__Materials provided__:
■ ■ ■ ■ ■ ■ ■
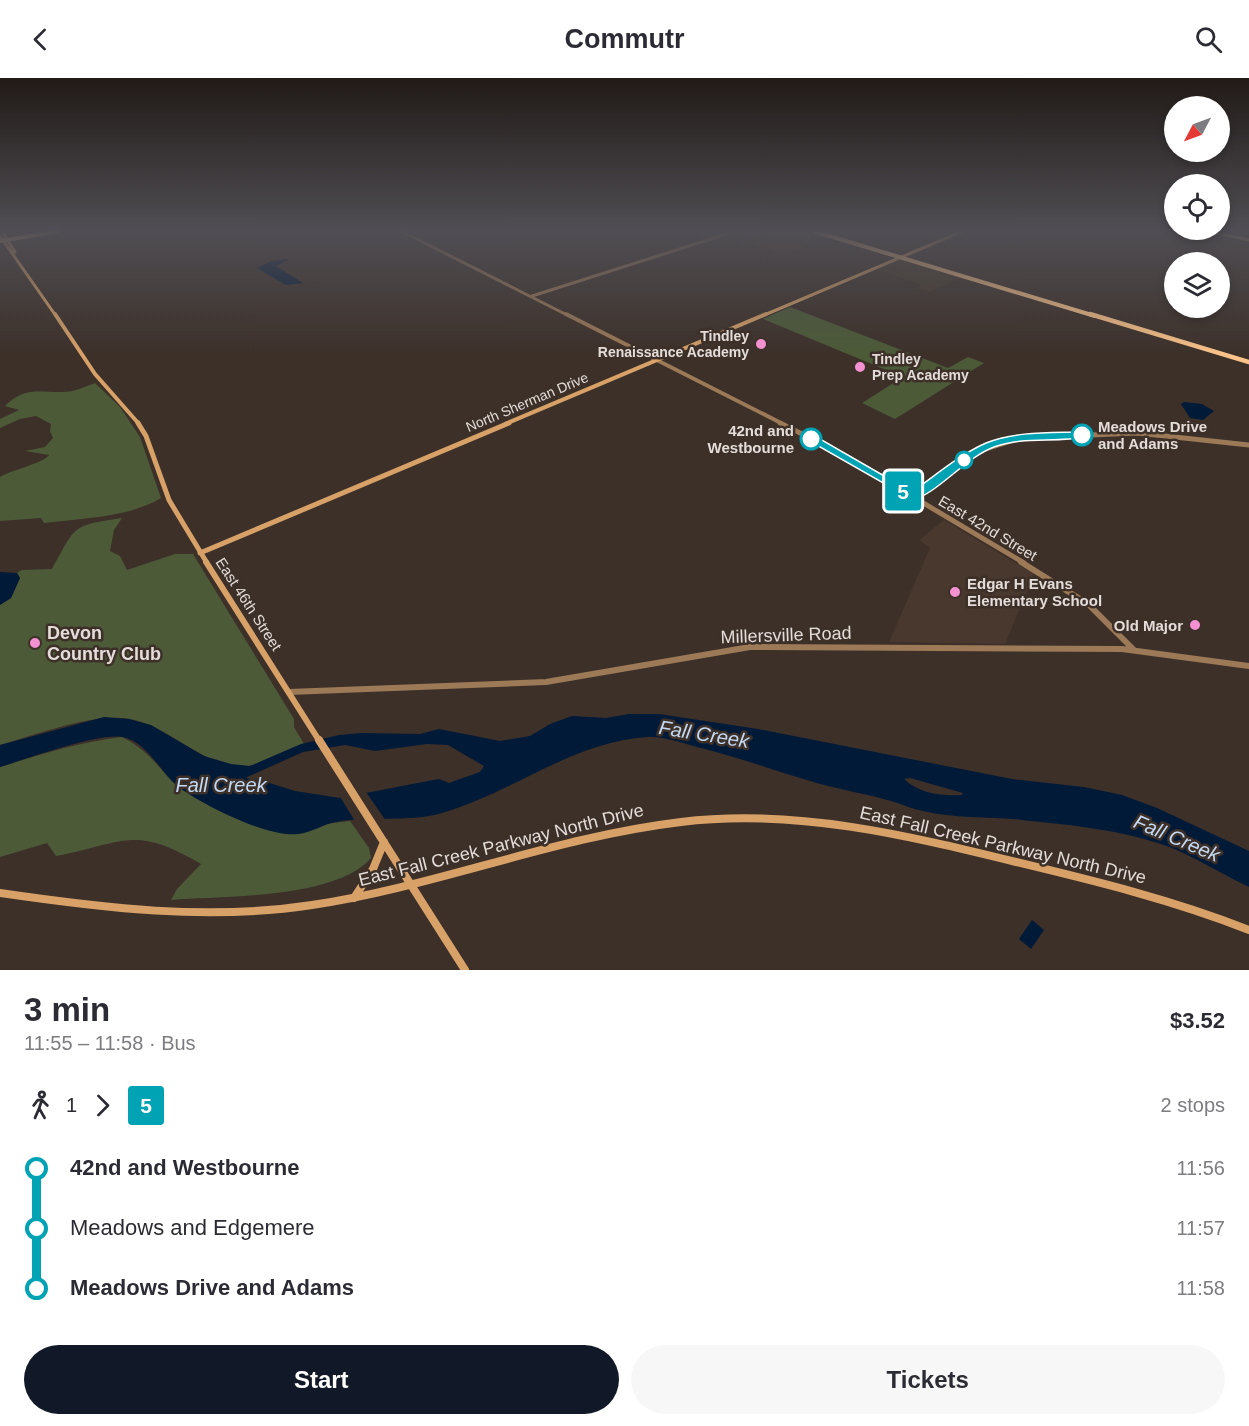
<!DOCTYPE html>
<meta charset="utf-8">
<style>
body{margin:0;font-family:Helvetica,sans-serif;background:#f7f7f7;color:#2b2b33;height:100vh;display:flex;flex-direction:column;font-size:22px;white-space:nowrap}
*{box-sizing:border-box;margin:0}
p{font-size:20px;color:#7c7c81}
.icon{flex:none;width:33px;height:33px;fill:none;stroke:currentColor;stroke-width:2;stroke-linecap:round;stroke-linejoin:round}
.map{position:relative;height:892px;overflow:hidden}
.side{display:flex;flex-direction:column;background:#fff;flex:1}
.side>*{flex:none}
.badge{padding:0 12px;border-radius:4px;font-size:21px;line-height:39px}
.needle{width:39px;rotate:229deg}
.fabs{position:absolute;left:1164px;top:18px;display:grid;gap:12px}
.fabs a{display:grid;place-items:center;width:66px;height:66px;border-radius:50%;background:#fff;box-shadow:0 3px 9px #0003;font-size:30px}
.map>.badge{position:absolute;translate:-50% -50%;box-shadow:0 0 0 3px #fff}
.legs{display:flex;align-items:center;gap:9px;height:66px;padding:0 24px;font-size:20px}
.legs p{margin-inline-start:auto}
.overview{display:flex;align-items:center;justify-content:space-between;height:102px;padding:0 24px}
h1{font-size:33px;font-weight:700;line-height:45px}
.action{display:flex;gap:12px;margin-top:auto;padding:12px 24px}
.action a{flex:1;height:69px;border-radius:36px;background:#111827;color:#fff;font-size:24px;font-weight:700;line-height:69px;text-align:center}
.action a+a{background:#f7f7f7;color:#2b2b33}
ul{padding:0 24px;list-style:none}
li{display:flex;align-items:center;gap:21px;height:60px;font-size:22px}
li i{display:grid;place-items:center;width:9px;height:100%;margin:0 8px;background:currentColor}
li i::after{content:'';width:15px;height:15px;margin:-8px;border:4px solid;border-radius:50%;background:#fff}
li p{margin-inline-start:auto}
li:first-child i{background:linear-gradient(#0000 50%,currentColor 0)}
li:last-child i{background:linear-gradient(currentColor 50%,#0000 0)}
header{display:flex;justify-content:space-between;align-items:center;height:78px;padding:0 24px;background:#fff;font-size:27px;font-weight:700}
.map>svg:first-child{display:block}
.commercial{fill:#443829}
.built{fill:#49382e}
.green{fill:#4c5a38}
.water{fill:#001a38;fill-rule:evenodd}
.pier{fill:#3c3029}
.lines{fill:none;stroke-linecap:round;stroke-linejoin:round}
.tertiary-far3{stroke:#9c7957;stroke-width:3}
.tertiary-far2{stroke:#9c7957;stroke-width:4}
.tertiary-far1{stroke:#9c7957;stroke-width:5}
.tertiary{stroke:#9c7957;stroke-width:6}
.secondary-far4{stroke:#d7a168;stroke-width:3}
.secondary-far3{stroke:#d7a168;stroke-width:4}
.secondary-far2{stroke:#d7a168;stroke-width:5}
.secondary-far1{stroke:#d7a168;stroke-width:6}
.secondary{stroke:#d7a168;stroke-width:8}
.primary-far1{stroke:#fbc389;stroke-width:4}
.primary{stroke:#fbc389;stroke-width:4.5}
.line-1{fill:#00a3b4;stroke:#fff;stroke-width:1.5}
.poi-dot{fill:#f491d3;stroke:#3c3029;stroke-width:2}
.stop-1-dot{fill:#fff;stroke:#00a3b4;stroke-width:3}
.labels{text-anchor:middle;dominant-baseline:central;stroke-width:5;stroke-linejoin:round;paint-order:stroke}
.far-poi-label{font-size:14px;font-weight:bold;fill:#e4dcd8;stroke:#3c3029;text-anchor:end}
.far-street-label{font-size:14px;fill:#e4dcd8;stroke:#3c3029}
.stop-label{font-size:15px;font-weight:bold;fill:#e4dcd8;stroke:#3c3029;text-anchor:start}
.street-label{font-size:15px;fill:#e4dcd8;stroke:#3c3029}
.poi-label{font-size:15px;font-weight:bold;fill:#e4dcd8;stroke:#3c3029;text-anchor:start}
.near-poi-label{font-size:18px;font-weight:bold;fill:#e4dcd8;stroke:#3c3029;text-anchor:start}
.near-street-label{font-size:18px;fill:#e4dcd8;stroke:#3c3029}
.near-water-label{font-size:20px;font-style:italic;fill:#c3daf5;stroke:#3c3029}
</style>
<header><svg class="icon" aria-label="back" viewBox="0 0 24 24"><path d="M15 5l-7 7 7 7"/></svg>Commutr<svg class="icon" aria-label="search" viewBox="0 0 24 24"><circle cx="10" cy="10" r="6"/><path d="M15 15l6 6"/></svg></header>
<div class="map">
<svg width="1249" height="892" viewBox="0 0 1249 892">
<rect width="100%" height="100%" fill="#3c3029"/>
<!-- commercial -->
<path class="commercial" d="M901 181 964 198 930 214 917 210 921 207 877 191Z"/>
<!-- built -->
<path class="built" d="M738 153H811L832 159 784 176 725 157Z
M944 442 1034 496 1005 566 889 564 930 470 919 462Z"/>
<!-- green -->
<path class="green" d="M790 229 948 290 968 279 984 285 895 341 862 325 903 299 763 241Z
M95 305 120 329 140 359 161 420C128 440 82 440 44 445L41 440 0 443V399C13 391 42 386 49 377L25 373 45 369 53 360 50 353 51 346 36 338 20 341 0 350V341L19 332 5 328C25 308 40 315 63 314 74 314 85 309 95 305Z
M122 440 114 452 110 473 120 478 127 492 175 476H193L294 641V649L304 666C287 670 263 687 248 688 202 690 172 649 130 641 95 634 35 657 0 667V527L11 520 20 500 17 495 22 492 52 491C77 447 70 448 122 440Z
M122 659C146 671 156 686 173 704 186 717 255 752 273 753 299 754 325 745 350 743L369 770 371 780C336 821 223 818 171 822L177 811 201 786C133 746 125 765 56 778L47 765 0 779V689C41 676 80 664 122 659Z"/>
<!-- water -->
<path class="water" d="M290 181 276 188 303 205 321 203 286 207 257 190 271 183Z
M1184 324 1202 326 1214 333 1203 342 1190 340 1181 326Z
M0 494 17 495 20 500 11 520 0 527Z
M629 636H659L758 651 1012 701 1084 709 1122 717 1157 730 1249 773V809C1224 797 1198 781 1172 770 1125 752 1071 747 1022 742 988 738 956 741 923 733 912 731 902 726 891 723 864 715 835 711 807 702 773 692 740 680 705 671 687 667 666 658 647 659 572 664 512 715 442 735 408 745 371 737 336 744 323 746 311 755 298 756 268 760 200 726 176 707 160 693 146 663 122 659 96 655 27 681 0 689V667L104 639 129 641 151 647 204 678 231 686 250 688 301 666 339 657 361 655 420 656 439 651 500 663 530 658 550 646 572 638 606 640ZM427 666 448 667 484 688 480 694 449 705 439 701 428 703 340 720 295 713 260 702 245 700 303 674 345 667 375 673ZM910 700 963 715 962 717C941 718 920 716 904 701Z
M1032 842 1044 852 1031 871 1019 861Z"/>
<!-- pier -->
<path class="pier" d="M364 711 386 743 356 745 339 717Z"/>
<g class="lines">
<!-- tertiary-far3 -->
<path class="tertiary-far3" d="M401 153 569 238
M532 218 736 153"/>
<!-- tertiary-far2 -->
<path class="tertiary-far2" d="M566 236 783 346"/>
<!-- tertiary-far1 -->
<path class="tertiary-far1" d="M780 345 836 373 1024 485
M913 419 975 374 1021 360 1137 355 1249 367"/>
<!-- tertiary -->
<path class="tertiary" d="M1021 484 1088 526 1134 572
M289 614 546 604 750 569 1122 571 1249 588"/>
<!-- secondary-far4 -->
<path class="secondary-far4" d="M2 153 15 174 13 175
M1207 153 1249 162
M0 158 56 238
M762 238 963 153"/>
<!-- secondary-far3 -->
<path class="secondary-far3" d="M55 236 95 296 139 346
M505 346 766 236"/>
<!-- secondary-far2 -->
<path class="secondary-far2" d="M138 345 146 358 169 422 207 485
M200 475 509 345"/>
<!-- secondary-far1 -->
<path class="secondary-far1" d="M206 484 320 664"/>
<!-- secondary -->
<path class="secondary" d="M319 662 465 892
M0 815C103 830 208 843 312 827 437 808 555 759 681 744 794 730 906 757 1016 784 1095 803 1173 822 1249 852
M354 820 373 791 384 764"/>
<!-- primary-far1 -->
<path class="primary-far1" d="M813 153 1095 238
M0 163 58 153"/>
<!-- primary -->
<path class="primary" d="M1090 236 1249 284"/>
</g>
<!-- sky -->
<linearGradient id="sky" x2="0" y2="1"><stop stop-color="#211a17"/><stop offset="0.55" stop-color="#504e54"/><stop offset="1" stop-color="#504e54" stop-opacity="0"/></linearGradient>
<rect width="1249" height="277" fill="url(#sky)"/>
<!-- line-1 -->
<path class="line-1" d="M1082 354 1085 355V359C1055 365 1023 358 994 369 965 380 939 414 913 422L806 361 815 358 912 414C936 397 959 377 986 365 1015 353 1051 355 1082 354Z"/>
<!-- markers -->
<g class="poi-dot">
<circle cx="761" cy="266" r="6"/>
<circle cx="860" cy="289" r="6"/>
<circle cx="955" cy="514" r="6"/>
<circle cx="1195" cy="547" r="6"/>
<circle cx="35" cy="565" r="6"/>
</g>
<g class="stop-1-dot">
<circle cx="1082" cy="357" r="10"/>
<circle cx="811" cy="361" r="10"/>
<circle cx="964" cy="382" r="8"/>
</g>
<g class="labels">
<!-- far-poi labels -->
<g class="far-poi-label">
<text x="749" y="258">Tindley<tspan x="749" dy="16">Renaissance Academy</tspan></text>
<text x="872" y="281" text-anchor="start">Tindley<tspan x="872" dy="16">Prep Academy</tspan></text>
</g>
<!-- far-street labels -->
<g class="far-street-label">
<text transform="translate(527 324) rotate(-23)">North Sherman Drive</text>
</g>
<!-- stop labels -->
<g class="stop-label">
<text x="1098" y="348">Meadows Drive<tspan x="1098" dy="17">and Adams</tspan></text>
<text x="794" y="352" text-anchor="end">42nd and<tspan x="794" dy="17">Westbourne</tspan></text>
</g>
<!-- street labels -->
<g class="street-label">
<text transform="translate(988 450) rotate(31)">East 42nd Street</text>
<text transform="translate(249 526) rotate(57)">East 46th Street</text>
</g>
<!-- poi labels -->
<g class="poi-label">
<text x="967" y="505">Edgar H Evans<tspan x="967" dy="17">Elementary School</tspan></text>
<text x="1183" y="547" text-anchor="end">Old Major</text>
</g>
<!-- near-poi labels -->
<g class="near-poi-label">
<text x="47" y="555">Devon<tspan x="47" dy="21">Country Club</tspan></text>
</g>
<!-- near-street labels -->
<g class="near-street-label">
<text transform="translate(786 557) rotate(-2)">Millersville Road</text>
<text transform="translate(501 767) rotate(-14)">East Fall Creek Parkway North Drive</text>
<text transform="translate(1003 767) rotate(13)">East Fall Creek Parkway North Drive</text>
</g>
<!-- near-water labels -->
<g class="near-water-label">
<text transform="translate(704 656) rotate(9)">Fall Creek</text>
<text x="221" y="707">Fall Creek</text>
<text transform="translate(1177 760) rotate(23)">Fall Creek</text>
</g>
</g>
</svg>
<div class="fabs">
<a><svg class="needle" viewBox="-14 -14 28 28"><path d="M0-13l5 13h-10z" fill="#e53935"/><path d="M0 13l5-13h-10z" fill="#7c7c81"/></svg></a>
<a><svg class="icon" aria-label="locate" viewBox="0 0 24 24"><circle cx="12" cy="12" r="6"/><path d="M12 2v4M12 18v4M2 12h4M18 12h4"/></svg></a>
<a><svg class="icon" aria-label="layers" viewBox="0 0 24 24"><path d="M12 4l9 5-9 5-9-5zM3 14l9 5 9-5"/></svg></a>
</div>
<b class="badge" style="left:903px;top:413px;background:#00a3b4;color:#fff">5</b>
</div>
<section class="side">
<div class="overview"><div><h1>3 min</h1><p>11:55 – 11:58 · Bus</p></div><b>$3.52</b></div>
<div class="legs"><svg class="icon" aria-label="walk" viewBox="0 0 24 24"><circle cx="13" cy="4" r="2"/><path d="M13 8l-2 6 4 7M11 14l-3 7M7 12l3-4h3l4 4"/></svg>1<svg class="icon" aria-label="forward" viewBox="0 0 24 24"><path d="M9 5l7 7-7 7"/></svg><b class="badge" style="background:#00a3b4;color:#fff">5</b><p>2 stops</p></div>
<ul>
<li><i style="color:#00a3b4"></i><b>42nd and Westbourne</b><p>11:56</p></li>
<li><i style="color:#00a3b4"></i><span>Meadows and Edgemere</span><p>11:57</p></li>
<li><i style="color:#00a3b4"></i><b>Meadows Drive and Adams</b><p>11:58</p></li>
</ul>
<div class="action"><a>Start</a><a>Tickets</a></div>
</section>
■ ■ ■ ■ ■ ■ ■
__Exercise goal__: Across the entries above, work out the count of lines that hold the word "linecap", and state that number alone.

__Expected answer__: 2